Comparing Physical Container Closure Integrity Test Methods and Artificial Leak Methodologies

The sterility of drug products intended for parenteral administration is a critical quality attribute (CQA) because it serves to ensure patient safety, and is thus a key requirement by health authorities. Whilst sterility testing is a probabilistic test, the assurance of sterility is a holistic concept including adequate design of manufacturing facilities, process performance, and product design. Container closure integrity testing (CCIT) is necessary to confirm the integrity of a container closure system (CCS), until the end of a products’s shelf life. The new and revised United States Pharmacopeia (USP) informational chapter is a comprehensive guidance on CCI. Nevertheless, practical considerations including the choice of CCIT methods, the acceptance criteria, or the positive control samples (artificial leaks) must be addressed by the pharmaceutical manufacturer.
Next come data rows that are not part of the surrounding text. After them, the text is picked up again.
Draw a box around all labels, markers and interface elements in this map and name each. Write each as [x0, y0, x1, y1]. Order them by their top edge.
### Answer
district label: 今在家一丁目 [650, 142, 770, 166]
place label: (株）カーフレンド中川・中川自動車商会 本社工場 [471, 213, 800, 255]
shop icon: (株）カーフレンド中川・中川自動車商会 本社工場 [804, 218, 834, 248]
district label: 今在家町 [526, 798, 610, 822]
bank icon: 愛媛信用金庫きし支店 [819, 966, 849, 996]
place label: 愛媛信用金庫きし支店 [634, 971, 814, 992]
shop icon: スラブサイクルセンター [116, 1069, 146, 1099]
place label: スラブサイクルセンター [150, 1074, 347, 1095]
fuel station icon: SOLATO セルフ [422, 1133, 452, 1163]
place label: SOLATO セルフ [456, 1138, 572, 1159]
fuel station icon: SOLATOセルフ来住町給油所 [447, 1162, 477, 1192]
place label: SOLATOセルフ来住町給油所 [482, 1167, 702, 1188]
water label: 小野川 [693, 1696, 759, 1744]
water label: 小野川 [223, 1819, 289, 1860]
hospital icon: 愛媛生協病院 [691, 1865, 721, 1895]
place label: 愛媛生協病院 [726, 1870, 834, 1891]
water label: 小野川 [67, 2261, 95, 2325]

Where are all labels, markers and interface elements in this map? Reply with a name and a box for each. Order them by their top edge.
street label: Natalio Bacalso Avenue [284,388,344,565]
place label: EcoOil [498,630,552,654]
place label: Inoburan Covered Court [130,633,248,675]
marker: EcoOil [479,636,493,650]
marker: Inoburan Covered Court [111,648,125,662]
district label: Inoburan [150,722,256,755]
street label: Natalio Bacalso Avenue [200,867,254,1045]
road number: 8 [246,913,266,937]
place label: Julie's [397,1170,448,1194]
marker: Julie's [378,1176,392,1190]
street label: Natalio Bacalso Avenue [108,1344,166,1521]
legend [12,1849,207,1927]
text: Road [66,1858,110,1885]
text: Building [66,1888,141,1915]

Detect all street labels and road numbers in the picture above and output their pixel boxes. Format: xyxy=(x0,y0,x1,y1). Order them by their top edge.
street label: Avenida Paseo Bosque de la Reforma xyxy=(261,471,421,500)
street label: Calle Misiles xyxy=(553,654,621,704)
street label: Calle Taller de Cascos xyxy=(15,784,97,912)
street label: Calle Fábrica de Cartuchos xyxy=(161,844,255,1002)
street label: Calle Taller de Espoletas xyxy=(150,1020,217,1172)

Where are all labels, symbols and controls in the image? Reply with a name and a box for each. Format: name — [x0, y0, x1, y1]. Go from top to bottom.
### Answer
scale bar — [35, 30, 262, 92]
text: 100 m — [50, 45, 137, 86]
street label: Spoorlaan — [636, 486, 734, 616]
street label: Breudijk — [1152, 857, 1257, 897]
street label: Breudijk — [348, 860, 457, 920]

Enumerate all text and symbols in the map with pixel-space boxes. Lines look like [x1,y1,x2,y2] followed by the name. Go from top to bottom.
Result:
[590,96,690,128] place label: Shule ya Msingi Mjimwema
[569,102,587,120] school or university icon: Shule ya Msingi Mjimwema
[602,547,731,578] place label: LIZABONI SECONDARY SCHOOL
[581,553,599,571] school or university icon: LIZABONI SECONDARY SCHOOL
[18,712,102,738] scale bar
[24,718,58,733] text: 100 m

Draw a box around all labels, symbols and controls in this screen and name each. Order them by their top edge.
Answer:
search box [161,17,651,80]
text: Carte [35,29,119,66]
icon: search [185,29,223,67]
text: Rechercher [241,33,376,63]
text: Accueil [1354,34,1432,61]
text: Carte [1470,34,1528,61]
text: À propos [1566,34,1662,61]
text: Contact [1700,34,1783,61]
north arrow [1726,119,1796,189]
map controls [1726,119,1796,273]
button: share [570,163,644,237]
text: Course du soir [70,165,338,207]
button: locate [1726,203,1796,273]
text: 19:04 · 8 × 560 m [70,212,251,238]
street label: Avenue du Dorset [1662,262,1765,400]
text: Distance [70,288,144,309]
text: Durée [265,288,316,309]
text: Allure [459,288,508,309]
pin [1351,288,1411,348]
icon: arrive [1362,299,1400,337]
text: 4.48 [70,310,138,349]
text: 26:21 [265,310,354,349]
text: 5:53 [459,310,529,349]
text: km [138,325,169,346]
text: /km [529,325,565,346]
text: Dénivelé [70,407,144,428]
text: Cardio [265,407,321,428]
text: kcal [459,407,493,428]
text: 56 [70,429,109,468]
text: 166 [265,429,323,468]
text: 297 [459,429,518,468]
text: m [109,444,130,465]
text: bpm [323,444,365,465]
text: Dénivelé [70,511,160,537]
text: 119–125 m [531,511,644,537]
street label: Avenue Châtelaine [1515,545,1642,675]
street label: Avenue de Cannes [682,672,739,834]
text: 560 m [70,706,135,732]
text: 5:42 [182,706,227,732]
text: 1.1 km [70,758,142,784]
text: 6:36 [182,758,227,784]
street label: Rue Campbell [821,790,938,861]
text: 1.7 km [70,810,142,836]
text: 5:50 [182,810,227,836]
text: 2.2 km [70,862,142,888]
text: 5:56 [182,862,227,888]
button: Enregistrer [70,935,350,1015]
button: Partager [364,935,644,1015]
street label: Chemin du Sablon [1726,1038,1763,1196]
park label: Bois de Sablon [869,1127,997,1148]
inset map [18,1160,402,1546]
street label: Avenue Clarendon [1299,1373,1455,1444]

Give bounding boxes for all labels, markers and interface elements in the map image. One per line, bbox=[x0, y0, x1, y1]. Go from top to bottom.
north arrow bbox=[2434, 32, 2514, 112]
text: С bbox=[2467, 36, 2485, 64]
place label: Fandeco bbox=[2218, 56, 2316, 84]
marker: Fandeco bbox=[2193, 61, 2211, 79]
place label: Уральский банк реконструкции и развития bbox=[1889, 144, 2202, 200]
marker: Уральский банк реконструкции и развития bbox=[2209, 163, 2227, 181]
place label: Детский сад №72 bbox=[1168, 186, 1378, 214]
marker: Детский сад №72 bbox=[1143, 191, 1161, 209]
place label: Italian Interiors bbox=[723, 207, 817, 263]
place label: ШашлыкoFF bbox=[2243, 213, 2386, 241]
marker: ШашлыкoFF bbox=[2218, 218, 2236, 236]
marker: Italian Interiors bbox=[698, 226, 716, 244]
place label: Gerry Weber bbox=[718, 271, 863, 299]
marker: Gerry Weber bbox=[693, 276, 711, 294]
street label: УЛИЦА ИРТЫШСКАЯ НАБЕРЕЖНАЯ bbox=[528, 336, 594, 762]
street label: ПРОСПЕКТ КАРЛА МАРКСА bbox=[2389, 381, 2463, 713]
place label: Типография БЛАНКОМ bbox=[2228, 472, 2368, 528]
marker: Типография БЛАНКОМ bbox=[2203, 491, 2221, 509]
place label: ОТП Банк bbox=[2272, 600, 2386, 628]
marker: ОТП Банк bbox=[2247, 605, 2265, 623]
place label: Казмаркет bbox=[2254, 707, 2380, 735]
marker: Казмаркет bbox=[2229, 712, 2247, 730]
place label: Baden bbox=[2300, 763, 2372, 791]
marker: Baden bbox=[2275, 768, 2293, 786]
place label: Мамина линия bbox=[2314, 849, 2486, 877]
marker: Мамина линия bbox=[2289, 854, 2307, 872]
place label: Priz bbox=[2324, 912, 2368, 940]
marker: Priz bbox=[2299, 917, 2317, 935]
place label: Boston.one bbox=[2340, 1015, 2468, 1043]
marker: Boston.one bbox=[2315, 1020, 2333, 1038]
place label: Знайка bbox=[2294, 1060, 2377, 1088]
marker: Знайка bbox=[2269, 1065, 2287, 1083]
This study is the first to provide a systematic comparison of four commonly used physical CCIT (pCCIT) methods [Helium (He) leak, vacuum decay, laser-based headspace analysis (HSA), and dye ingress] and four commonly used modes of creating artificial leaks (laser-drilled micro holes, copper wire introduced leaks, and two types of capillary leaks). The results from these experiments provide comprehensive data to allow a direct comparison of the capabilities of the individual methods. The results confirmed that the He leak detection method, which is considered the “gold-standard” for pCCIT regarding method sensitivity, indeed demonstrates the highest detection sensitivity (lowest detection limit). In comparison to the dye ingress method, HSA and vacuum decay, also demonstrated better detection sensitivity in our study. Capillary leaks with orifice diameter (capillary leak with flow according to an ideal orifice) and micro holes yielded similar leak rates, whereas capillaries with nominal diameters yielded significantly lower leak rates. In conclusion, method sensitivity cannot be compared by means of a leak diameter, but requires the consideration of multiple impacting factors (e.g. path length, uniformity).